A zero-one law approach to the central limit theorem for the weighted bootstrap mean. (English) Zbl 0855.62008

Let \(X_j\), \(j \geq 1\), be a sequence of independent and identically distributed random variables with finite variance, and let \(w_n = (w_n (1), \dots, w_n (n))\), \(n \geq 1\), be a sequence of independent vectors of random weights, independent of the data sequence and such that the components \(w_n (j) \geq 0\) of \(w_n\) are exchangeable for every \(n \geq 1\) and satisfy \(\sum^n_{j = 1} w_n (j) = 1\). Then the weighted bootstrap sample mean for sample size \(n\) is defined by \(\overline X^*_n = \sum^n_{j = 1} w_n (j) X_j\). D. M. Mason and M. A. Newton [Ann. Stat. 20, No. 3, 1611-1624 (1992; Zbl 0777.62045)] were the first to prove a conditional central limit theorem for \(\overline X^*_n\) given the data, under appropriate further conditions on the weights.

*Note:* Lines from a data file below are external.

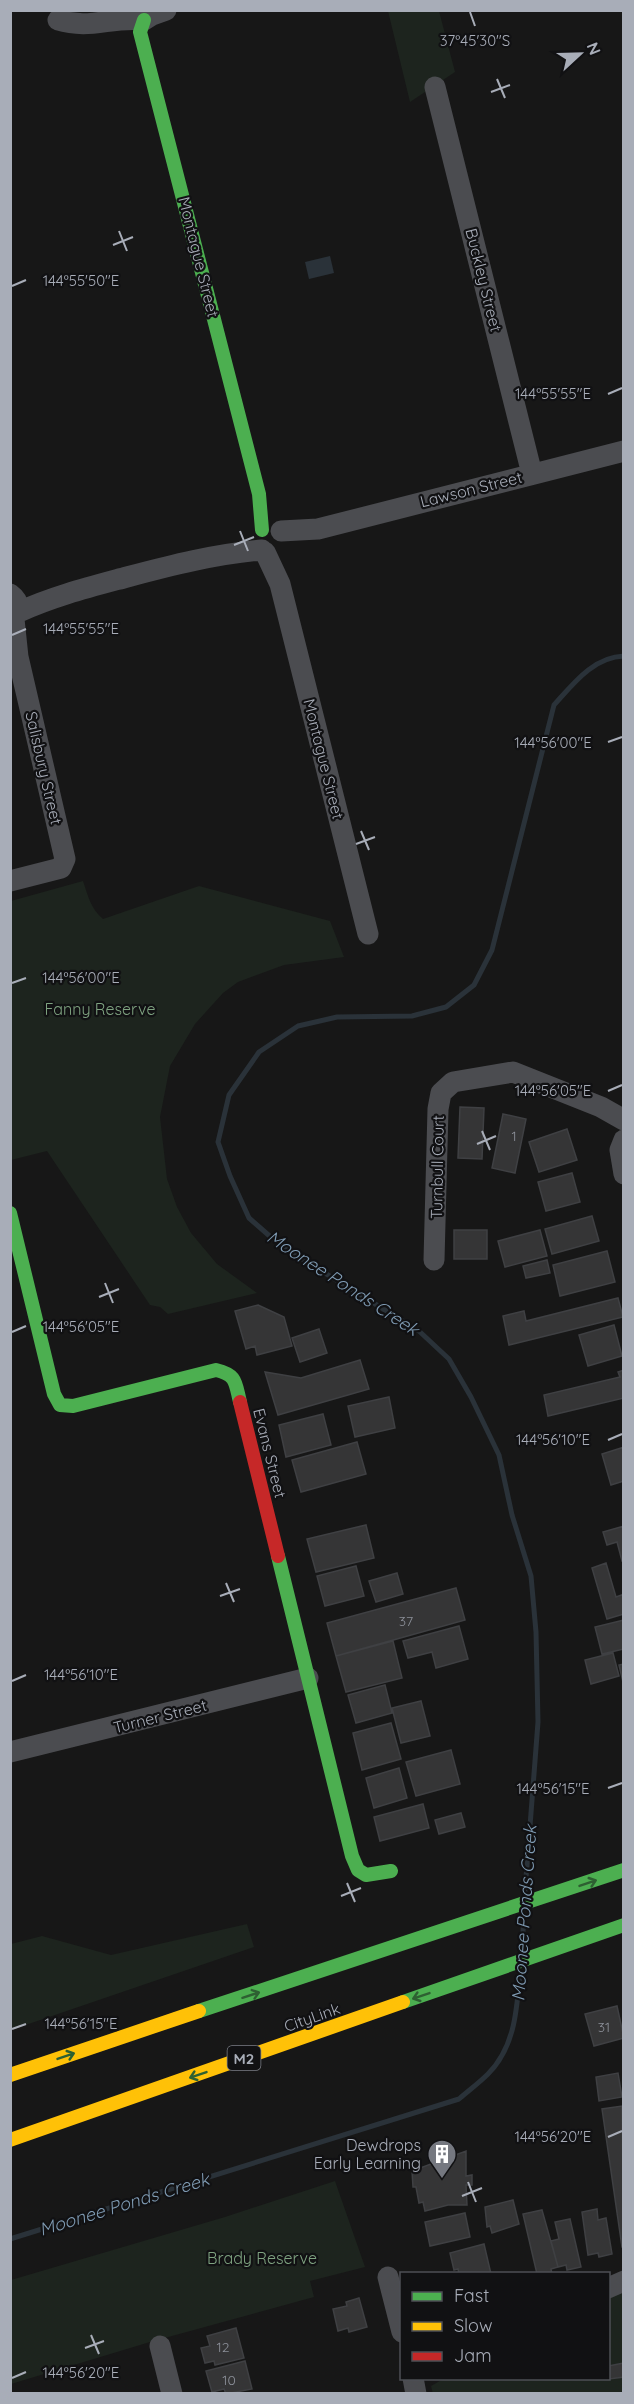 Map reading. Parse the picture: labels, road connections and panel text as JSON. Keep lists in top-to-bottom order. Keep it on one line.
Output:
{"streets":{"main road":["Montague Street","Evans Street","CityLink","M2"],"street":["Buckley Street","Lawson Street","Salisbury Street","Turnbull Court","Turner Street"]},"crossings":[["Montague Street","Lawson Street"],["Buckley Street","Lawson Street"],["Lawson Street","Salisbury Street"],["Evans Street","Turner Street"]],"water":["Moonee Ponds Creek"],"parks":["Fanny Reserve","Brady Reserve"],"places":{"building":["Dewdrops Early Learning"]},"house_numbers":["1","37","31","12","10"],"legend":["Fast","Slow","Jam"],"north":"right","coordinates":["37°45'30\"S","144°55'50\"E","144°55'55\"E","144°56'00\"E","144°56'05\"E","144°56'10\"E","144°56'15\"E","144°56'20\"E"]} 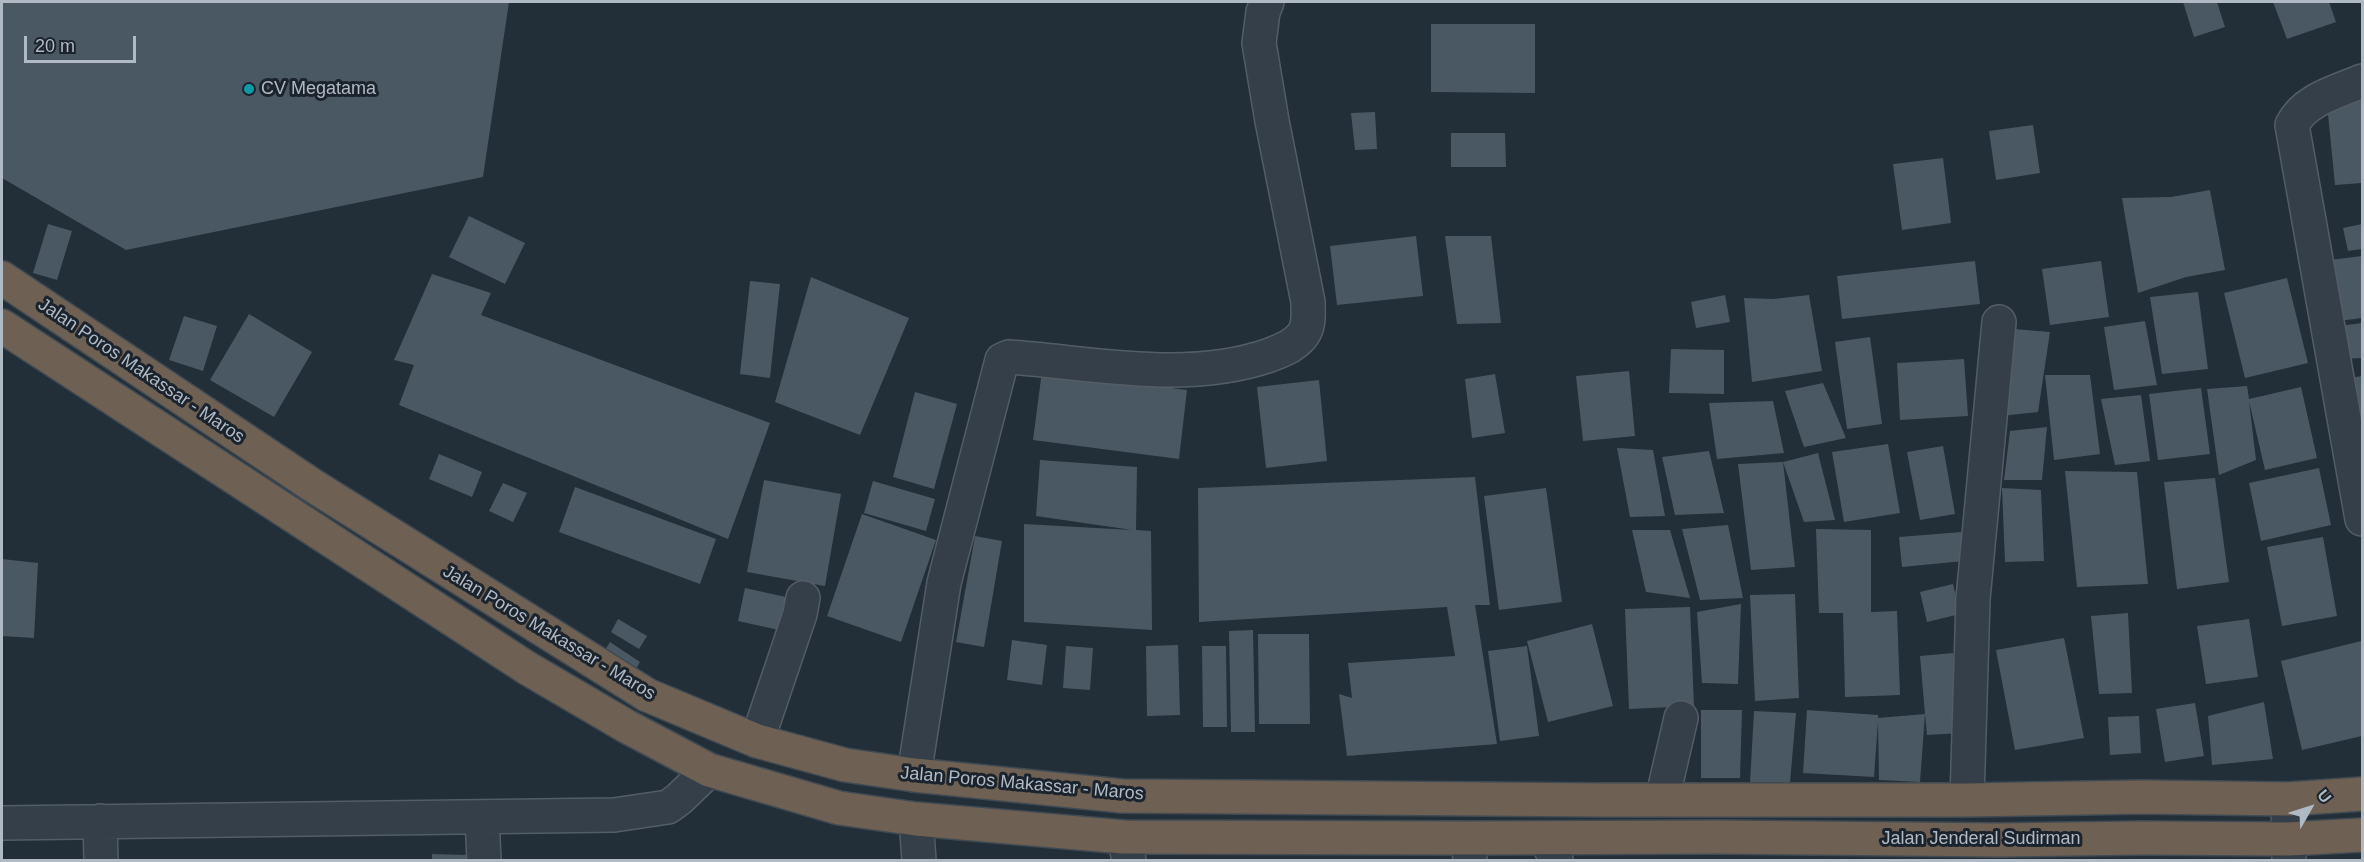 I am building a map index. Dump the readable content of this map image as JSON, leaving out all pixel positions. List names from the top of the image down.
{
  "streets": {
    "highway": ["Jalan Poros Makassar - Maros", "Jalan Jenderal Sudirman"]
  },
  "crossings": [
    ["Jalan Poros Makassar - Maros", "Jalan Jenderal Sudirman"]
  ],
  "places": ["CV Megatama"],
  "scale_bar": "20 m",
  "north": "top right"
}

Their proof is based on an additional randomness which is brought into play via the introduction of ranks that are independent of the data and the weights. This device makes Hajek’s central limit theorem for linear rank statistics applicable.
In the present paper a new technique is developed to obtain the result. Through zero-one laws it is shown that this conditional central limit theorem can be derived from an unconditional one which itself follows from the standard Lindeberg central limit theorem via a conditioning with respect to the weights. The applicability of the technique to independent, not necessarily identically distributed random variables \(X_j\) is also pointed out.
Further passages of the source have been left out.